:: Aim of the task ::
Find the string "position" in the listing and report every line that has it.

:: Supplied entries ::

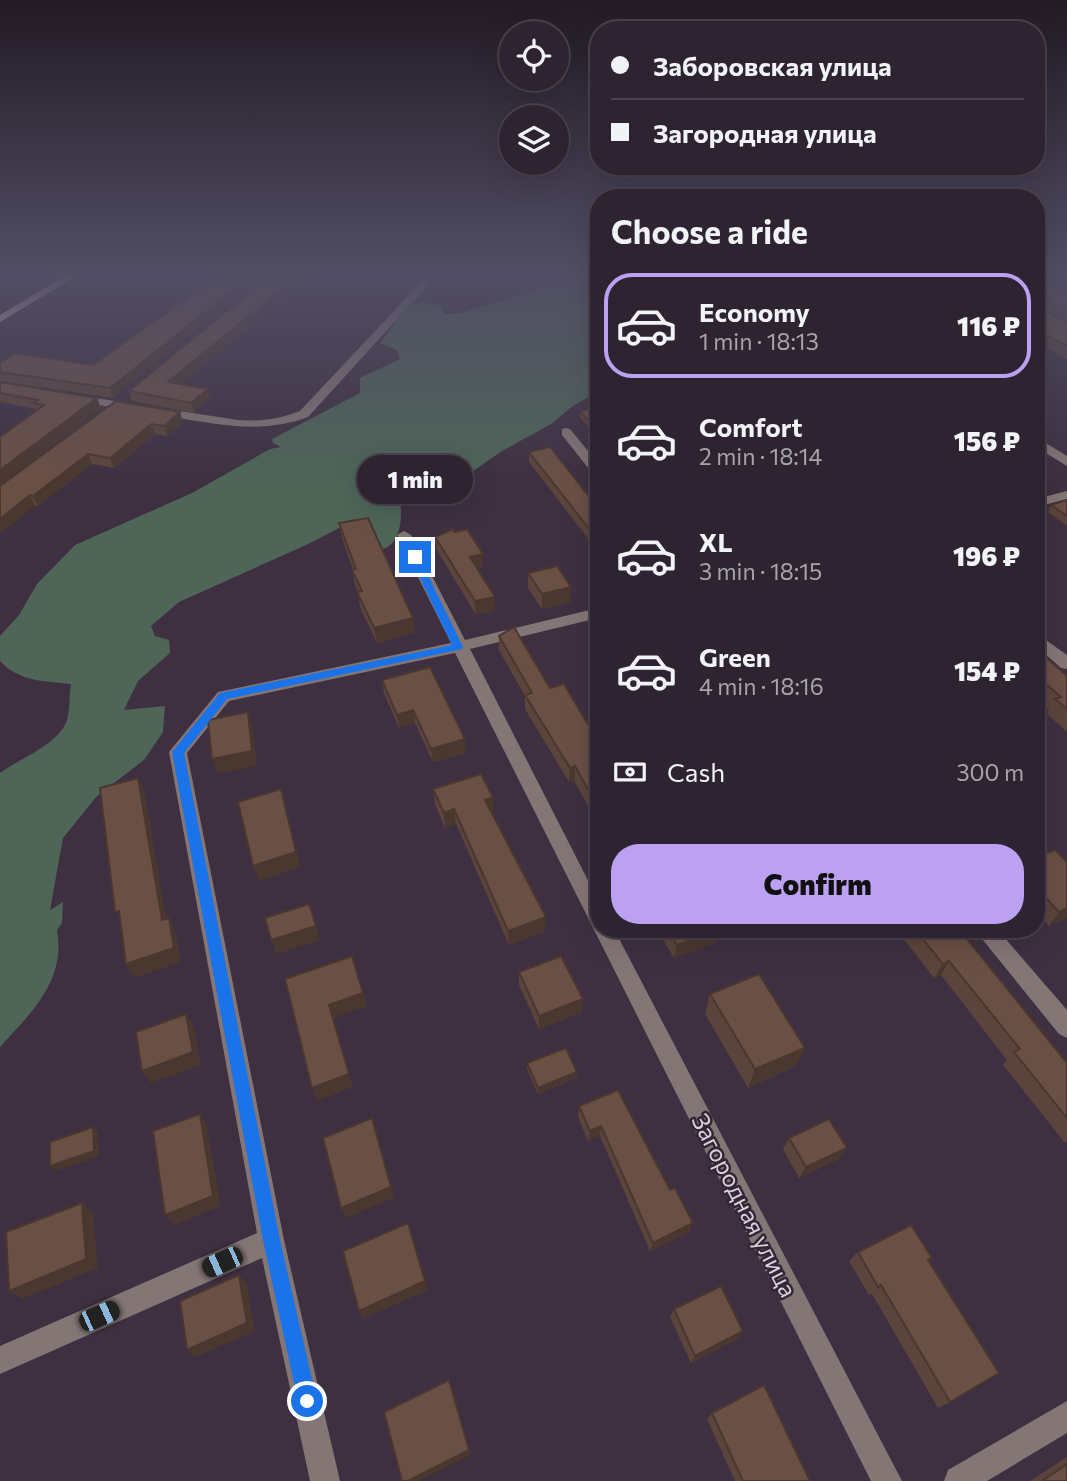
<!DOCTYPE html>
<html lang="en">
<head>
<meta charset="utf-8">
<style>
  :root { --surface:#2e2431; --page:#3a303d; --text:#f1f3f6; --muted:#a7a4ab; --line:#49414d; --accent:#bca0f2 }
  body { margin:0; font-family:Commissioner,sans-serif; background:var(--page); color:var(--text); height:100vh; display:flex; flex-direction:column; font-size:26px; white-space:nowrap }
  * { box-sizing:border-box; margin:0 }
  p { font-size:23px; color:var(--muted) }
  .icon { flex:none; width:38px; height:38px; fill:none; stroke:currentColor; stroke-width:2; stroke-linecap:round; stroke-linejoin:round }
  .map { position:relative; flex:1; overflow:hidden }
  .details { position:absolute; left:590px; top:189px; width:455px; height:749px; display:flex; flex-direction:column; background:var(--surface); border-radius:28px; box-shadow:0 7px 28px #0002,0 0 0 2px var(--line) }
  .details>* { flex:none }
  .guide { position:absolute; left:590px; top:21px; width:455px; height:154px; border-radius:28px; box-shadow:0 7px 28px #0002,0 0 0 2px var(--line); display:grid; align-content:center; height:154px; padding:0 21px; background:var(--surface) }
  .controls { position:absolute; left:499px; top:21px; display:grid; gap:14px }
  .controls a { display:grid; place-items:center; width:70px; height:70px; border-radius:50%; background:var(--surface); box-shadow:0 7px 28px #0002,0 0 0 2px var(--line); font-size:35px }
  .end { position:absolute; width:32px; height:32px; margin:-16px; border:9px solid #1a73e8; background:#fff; box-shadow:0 0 0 4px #fff }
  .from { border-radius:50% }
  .bubble { position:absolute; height:49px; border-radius:24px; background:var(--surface); box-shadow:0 7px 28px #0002,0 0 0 2px var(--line); font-size:23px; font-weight:800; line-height:49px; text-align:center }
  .car { position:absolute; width:21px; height:42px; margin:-21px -10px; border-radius:9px; box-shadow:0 0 5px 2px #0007; background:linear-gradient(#222 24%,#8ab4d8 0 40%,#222 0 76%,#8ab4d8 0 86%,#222 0) }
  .guide b { display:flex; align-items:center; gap:24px; height:66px; font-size:26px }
  .guide b+b { border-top:2px solid var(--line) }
  .guide i { width:18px; height:18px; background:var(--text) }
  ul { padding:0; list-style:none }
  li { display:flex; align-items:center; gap:21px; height:105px; margin:0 14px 10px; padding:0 7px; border:4px solid transparent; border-radius:28px }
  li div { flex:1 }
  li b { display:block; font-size:26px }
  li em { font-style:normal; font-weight:800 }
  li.active { border-color:var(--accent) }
  li>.icon { width:63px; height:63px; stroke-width:1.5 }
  h2 { padding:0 21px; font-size:32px; line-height:84px }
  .pay { display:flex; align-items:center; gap:18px; height:77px; padding:0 21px; font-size:26px }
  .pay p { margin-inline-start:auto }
  .primary-button { display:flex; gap:14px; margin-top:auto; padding:14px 21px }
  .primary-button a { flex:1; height:80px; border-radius:28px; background:var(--accent); color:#111; font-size:28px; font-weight:800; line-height:80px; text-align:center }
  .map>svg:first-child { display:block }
  .green { fill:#4e6558 }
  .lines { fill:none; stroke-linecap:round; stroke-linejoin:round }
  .minor { fill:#857676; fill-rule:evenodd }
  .major { fill:#d3b5b5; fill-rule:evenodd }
  .wall { fill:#5b443b }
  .shaded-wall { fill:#4a3730 }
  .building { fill:#6a4f45; stroke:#4a3730; stroke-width:2 }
  .route { fill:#1a73e8 }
  .labels { text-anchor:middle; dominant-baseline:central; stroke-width:5; stroke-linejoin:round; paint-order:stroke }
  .near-street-label { font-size:24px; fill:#d9d1db; stroke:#342637 }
</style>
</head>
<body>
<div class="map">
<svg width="1067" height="1481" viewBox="0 0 1067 1481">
  <rect width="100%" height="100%" fill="#3e3041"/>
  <path class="green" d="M598 275 597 393 574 405 551 424 502 451 460 480 400 503C403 518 400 544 383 549L375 545 351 522 306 545 179 602 151 626 155 636 169 640 170 653 138 681 124 710 165 706 163 732 144 760 97 796 63 838 50 910 63 902 62 923 57 930C66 981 31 1013 0 1047V773C20 758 54 747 66 723 70 713 69 696 71 684 44 681 20 682 0 661V636L19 615 37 584 75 545 192 493 270 449 281 447 273 443 272 439 360 393V378L400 359 397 350 380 343C399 323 402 292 441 306L444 314H458L582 277Z"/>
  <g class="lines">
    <g class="minor">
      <path d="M422 281 430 283 308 417C262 434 221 425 173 417 141 412 108 407 76 401L70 398 76 395 238 420C260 422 279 419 300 411Z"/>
      <path d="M566 428 570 429 598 463V475L593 474 562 435V429Z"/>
      <path d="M1036 437 1067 456V466L1036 447Z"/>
      <path d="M1067 491V499L1036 507V499Z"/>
      <path d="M404 531 411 535 465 640 598 608V618L470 649 598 900V929H614L902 1481H871L455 653 229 701 187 753 284 1240 340 1481H310L262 1258 0 1374V1346L257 1233 169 752 218 692 451 643 397 535Z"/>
      <path d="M1036 633 1067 655V669L1061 668 1036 646Z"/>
      <path d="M974 929H997L1067 1010V1038L1059 1034Z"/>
      <path d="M1067 1401V1433L987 1481H944L948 1470Z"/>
    </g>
    <path class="major" d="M68 274H80L0 322V315Z"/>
  </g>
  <g class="wall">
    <path d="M221 274 113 398 0 381V363L93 365Z"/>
    <path d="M312 274 181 384 210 399 194 413 132 401 129 391Z"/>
    <path d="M1036 278 1067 293V359L1045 346 1036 348Z"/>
    <path d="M0 382 97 398 101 409 37 410 36 409 0 402Z"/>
    <path d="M116 401 183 422 167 436 155 434 114 468 92 464 38 506H35L0 486Z"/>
    <path d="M598 407V438L580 418V411Z"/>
    <path d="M529 452 598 508V557L593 550V545L529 462Z"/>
    <path d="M1067 500V526L1048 512 1051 505Z"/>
    <path d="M339 523 415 633 377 643 360 607 358 592 355 585 352 570H353L342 538Z"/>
    <path d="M435 537 483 567 477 569 495 597V610L476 615 437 550Z"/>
    <path d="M528 573 571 602 542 609 528 588Z"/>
    <path d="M499 636 550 688 598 741V823L574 781 569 782 525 709V696L499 650Z"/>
    <path d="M1036 655 1067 676V732L1047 714 1049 709 1036 697Z"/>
    <path d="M382 680 465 739 466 753 433 762 415 723 399 728 384 693Z"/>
    <path d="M433 789 493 797V812L491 813 545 931 509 945 456 824 445 828 435 804Z"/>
    <path d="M1036 853 1039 856 1067 862V918L1049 926 1036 912Z"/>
    <path d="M657 929H720L717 942 674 958Z"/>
    <path d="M896 929H959L1067 1063V1142L1065 1143 1003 1065 1007 1060 941 975 934 978Z"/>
    <path d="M519 972 582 1012 539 1029 519 985Z"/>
    <path d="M710 994 796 1066 748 1088 705 1014Z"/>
    <path d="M527 1063 577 1072 576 1078 538 1094 527 1069Z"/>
    <path d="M618 1090 670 1190 689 1232 650 1251 600 1136 588 1141 578 1117 579 1106Z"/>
    <path d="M789 1138 839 1159 799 1178 783 1149Z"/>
    <path d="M858 1252 929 1261 950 1402 938 1408 872 1294 869 1295 849 1261Z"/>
    <path d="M674 1309 743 1331 738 1339 691 1363 670 1317Z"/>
    <path d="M712 1413 810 1481H735L707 1419Z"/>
    <path d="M1067 1457V1481H1030Z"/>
  </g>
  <g class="shaded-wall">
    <path d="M253 274H266L113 398 110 388Z"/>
    <path d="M300 274H312L171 392 168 382Z"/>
    <path d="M1048 336 1045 346 1036 348V339Z"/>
    <path d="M208 389 210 399 194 413 191 403Z"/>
    <path d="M97 398 101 409 0 485V470Z"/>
    <path d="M180 412 183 422 167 436 164 426Z"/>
    <path d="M151 424 155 434 114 468 110 458Z"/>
    <path d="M88 454 92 464 38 506 33 496Z"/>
    <path d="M30 495 35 506 0 534V519Z"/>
    <path d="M483 554V567L471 570 470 557Z"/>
    <path d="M571 587V602L542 609V594Z"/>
    <path d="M495 597V610L476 615 475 601Z"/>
    <path d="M413 618 415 633 377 643 374 628Z"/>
    <path d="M413 710 415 723 399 728 397 715Z"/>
    <path d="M248 712 252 727 257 766 218 774 212 759Z"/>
    <path d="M465 739 466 753 433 762 431 749Z"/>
    <path d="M575 766 574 781 569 782 570 768Z"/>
    <path d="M138 778 145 793 169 934 162 920Z"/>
    <path d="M281 789 301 867 259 881 253 866Z"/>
    <path d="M493 797V812L485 815V800Z"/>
    <path d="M454 809 456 824 445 828 444 813Z"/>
    <path d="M1067 908V918L1049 926 1059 912Z"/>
    <path d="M546 917 545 931 509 945 508 931Z"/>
    <path d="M169 918 176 932 181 962 134 978 126 964Z"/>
    <path d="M316 926 320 940 277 954 271 940Z"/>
    <path d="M718 929H720L717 942 674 958 677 945Z"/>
    <path d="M949 961 941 975 934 978 943 964Z"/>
    <path d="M363 993 367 1006 333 1018 353 1087 317 1101 312 1088 329 1005Z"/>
    <path d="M583 999 582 1012 539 1029V1016Z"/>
    <path d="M186 1014 194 1027 201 1065 151 1083 142 1071Z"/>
    <path d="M805 1048 796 1066 748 1088 755 1069Z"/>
    <path d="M577 1072 576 1078 538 1094V1088Z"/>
    <path d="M200 1114 207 1126 221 1206 174 1225 165 1215Z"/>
    <path d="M372 1118 395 1197 346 1218 341 1208Z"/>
    <path d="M601 1126 600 1136 588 1141 590 1131Z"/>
    <path d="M93 1127 98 1133 99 1156 56 1171 50 1166Z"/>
    <path d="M847 1148 839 1159 799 1178 806 1167Z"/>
    <path d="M82 1203 93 1213 98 1268 22 1299 9 1291Z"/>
    <path d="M408 1223 428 1290 363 1319 359 1311Z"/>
    <path d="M693 1223 689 1232 650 1251 653 1243Z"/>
    <path d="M239 1275 247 1284 255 1331 196 1357 187 1350Z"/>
    <path d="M743 1331 738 1339 691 1363 695 1356Z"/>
    <path d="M452 1387 471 1455 419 1481H408Z"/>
  </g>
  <g class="building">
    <path d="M221 274H253L110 388 0 372V363L15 353 93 365Z"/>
    <path d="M272 274H300L168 382 208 389 191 403 129 391Z"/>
    <path d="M1036 278 1067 293V311L1041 298 1038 299 1037 307 1067 322V346L1048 336 1036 339Z"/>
    <path d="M0 382 97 398 0 470V437L44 405 33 403 38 400 0 393Z"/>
    <path d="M116 401 180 412 164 426 151 424 110 458 88 454 33 496 30 495 0 519V486Z"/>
    <path d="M598 407V431L580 411Z"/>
    <path d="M550 447 598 508V546L594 539H597L529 452Z"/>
    <path d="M1067 500V516L1051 505Z"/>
    <path d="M368 518 413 618 374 628 357 592 362 591 352 570 356 569 339 523Z"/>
    <path d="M453 529 454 532 467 529 483 554 470 557 495 597 475 601 435 537Z"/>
    <path d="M557 566 571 587 542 594 528 573Z"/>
    <path d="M514 627 550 688 564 684 598 741V807L575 766 570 768 525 695 532 693 499 636Z"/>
    <path d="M1041 653 1067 676V709L1055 699 1061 697 1036 675V655Z"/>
    <path d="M430 667 465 739 431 749 413 710 397 715 382 680Z"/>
    <path d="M248 712 252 751 212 759 208 720Z"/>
    <path d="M481 774 493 797 485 800 546 917 508 931 454 809 444 813 433 789Z"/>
    <path d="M138 778 162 920 169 918 174 948 126 964 119 911 115 912 100 788Z"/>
    <path d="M281 789 296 852 253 866 238 802Z"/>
    <path d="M1055 850 1067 862V908L1059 912 1036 887V853L1039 856Z"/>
    <path d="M309 904 316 926 271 940 265 918Z"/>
    <path d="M668 929H718L677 945Z"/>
    <path d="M915 929H959L1067 1063V1118L1014 1052 1020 1049 949 961 943 964Z"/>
    <path d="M352 956 363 993 329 1005 349 1074 312 1088 285 979Z"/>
    <path d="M561 956 583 999 539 1016 519 972Z"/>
    <path d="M759 974 805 1048 755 1069 710 994Z"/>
    <path d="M186 1014 193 1052 142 1071 136 1032Z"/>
    <path d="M566 1048 577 1072 538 1088 527 1063Z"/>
    <path d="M618 1090 670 1190 675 1188 693 1223 653 1243 601 1126 590 1131 579 1106Z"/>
    <path d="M200 1114 213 1196 165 1215 153 1131Z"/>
    <path d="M372 1118 391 1187 341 1208 323 1138Z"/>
    <path d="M829 1119 847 1148 806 1167 789 1138Z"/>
    <path d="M93 1127 94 1151 50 1166V1142Z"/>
    <path d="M82 1203 86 1259 9 1291 6 1232Z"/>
    <path d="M408 1223 425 1281 359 1311 343 1251Z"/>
    <path d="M911 1225 932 1258 928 1260 999 1373 950 1402 881 1285 878 1287 858 1252Z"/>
    <path d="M239 1275 247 1323 187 1350 180 1301Z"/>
    <path d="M721 1286 743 1331 695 1356 674 1309Z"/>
    <path d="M449 1380 469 1450 408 1481H402L384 1412Z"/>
    <path d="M764 1385 810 1481H743L712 1413Z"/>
    <path d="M1067 1464V1481H1042Z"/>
  </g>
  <linearGradient id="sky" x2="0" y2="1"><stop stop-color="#221a24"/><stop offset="0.57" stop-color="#524e65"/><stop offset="1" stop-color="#524e65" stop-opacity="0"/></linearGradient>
  <rect width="1067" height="481" fill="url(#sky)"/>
  <path class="route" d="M415 555 419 557 463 647 462 649 227 699 184 753 280 1240 317 1401 314 1407 307 1410 301 1407 298 1401 263 1240 172 752 220 693 452 645 410 557Z"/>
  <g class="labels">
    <g class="near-street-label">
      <text transform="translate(745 1205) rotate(63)">Загородная улица</text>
    </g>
  </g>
</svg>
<div class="controls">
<a><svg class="icon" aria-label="locate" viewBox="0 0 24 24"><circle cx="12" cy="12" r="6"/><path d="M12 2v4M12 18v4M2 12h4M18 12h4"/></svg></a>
<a><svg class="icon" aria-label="layers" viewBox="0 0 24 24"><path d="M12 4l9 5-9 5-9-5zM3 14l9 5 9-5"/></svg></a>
</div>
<i class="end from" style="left:307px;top:1401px"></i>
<i class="end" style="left:415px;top:557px"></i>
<div class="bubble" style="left:357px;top:455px;width:116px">1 min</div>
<i class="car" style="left:222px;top:1262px;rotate:246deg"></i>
<i class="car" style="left:99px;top:1316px;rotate:66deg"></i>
<div class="guide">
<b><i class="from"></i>Заборовская улица</b>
<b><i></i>Загородная улица</b>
</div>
<section class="details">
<h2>Choose a ride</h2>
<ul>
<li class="active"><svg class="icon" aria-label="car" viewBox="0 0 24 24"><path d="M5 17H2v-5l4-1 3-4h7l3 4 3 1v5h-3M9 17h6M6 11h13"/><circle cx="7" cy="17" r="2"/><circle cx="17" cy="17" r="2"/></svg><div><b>Economy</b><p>1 min · 18:13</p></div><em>116 ₽</em></li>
<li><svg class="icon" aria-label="car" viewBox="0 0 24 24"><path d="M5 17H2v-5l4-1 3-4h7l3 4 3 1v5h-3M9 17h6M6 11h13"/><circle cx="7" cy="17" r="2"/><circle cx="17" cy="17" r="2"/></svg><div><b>Comfort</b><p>2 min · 18:14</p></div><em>156 ₽</em></li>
<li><svg class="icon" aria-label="car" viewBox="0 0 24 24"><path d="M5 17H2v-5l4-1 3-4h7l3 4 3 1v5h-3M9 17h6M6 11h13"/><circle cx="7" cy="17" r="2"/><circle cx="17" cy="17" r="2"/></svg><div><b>XL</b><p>3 min · 18:15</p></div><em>196 ₽</em></li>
<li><svg class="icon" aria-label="car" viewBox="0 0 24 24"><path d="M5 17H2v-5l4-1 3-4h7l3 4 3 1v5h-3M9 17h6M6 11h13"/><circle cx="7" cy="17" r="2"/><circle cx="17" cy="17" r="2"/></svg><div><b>Green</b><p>4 min · 18:16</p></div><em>154 ₽</em></li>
</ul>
<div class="pay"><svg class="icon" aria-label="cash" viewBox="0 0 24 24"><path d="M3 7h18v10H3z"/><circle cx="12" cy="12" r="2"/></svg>Cash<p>300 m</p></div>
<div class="primary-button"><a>Confirm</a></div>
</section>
</div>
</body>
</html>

:: Answer for the task ::
  .map { position:relative; flex:1; overflow:hidden }
  .details { position:absolute; left:590px; top:189px; width:455px; height:749px; display:flex; flex-direction:column; background:var(--surface); border-radius:28px; box-shadow:0 7px 28px #0002,0 0 0 2px var(--line) }
  .guide { position:absolute; left:590px; top:21px; width:455px; height:154px; border-radius:28px; box-shadow:0 7px 28px #0002,0 0 0 2px var(--line); display:grid; align-content:center; height:154px; padding:0 21px; background:var(--surface) }
  .controls { position:absolute; left:499px; top:21px; display:grid; gap:14px }
  .end { position:absolute; width:32px; height:32px; margin:-16px; border:9px solid #1a73e8; background:#fff; box-shadow:0 0 0 4px #fff }
  .bubble { position:absolute; height:49px; border-radius:24px; background:var(--surface); box-shadow:0 7px 28px #0002,0 0 0 2px var(--line); font-size:23px; font-weight:800; line-height:49px; text-align:center }
  .car { position:absolute; width:21px; height:42px; margin:-21px -10px; border-radius:9px; box-shadow:0 0 5px 2px #0007; background:linear-gradient(#222 24%,#8ab4d8 0 40%,#222 0 76%,#8ab4d8 0 86%,#222 0) }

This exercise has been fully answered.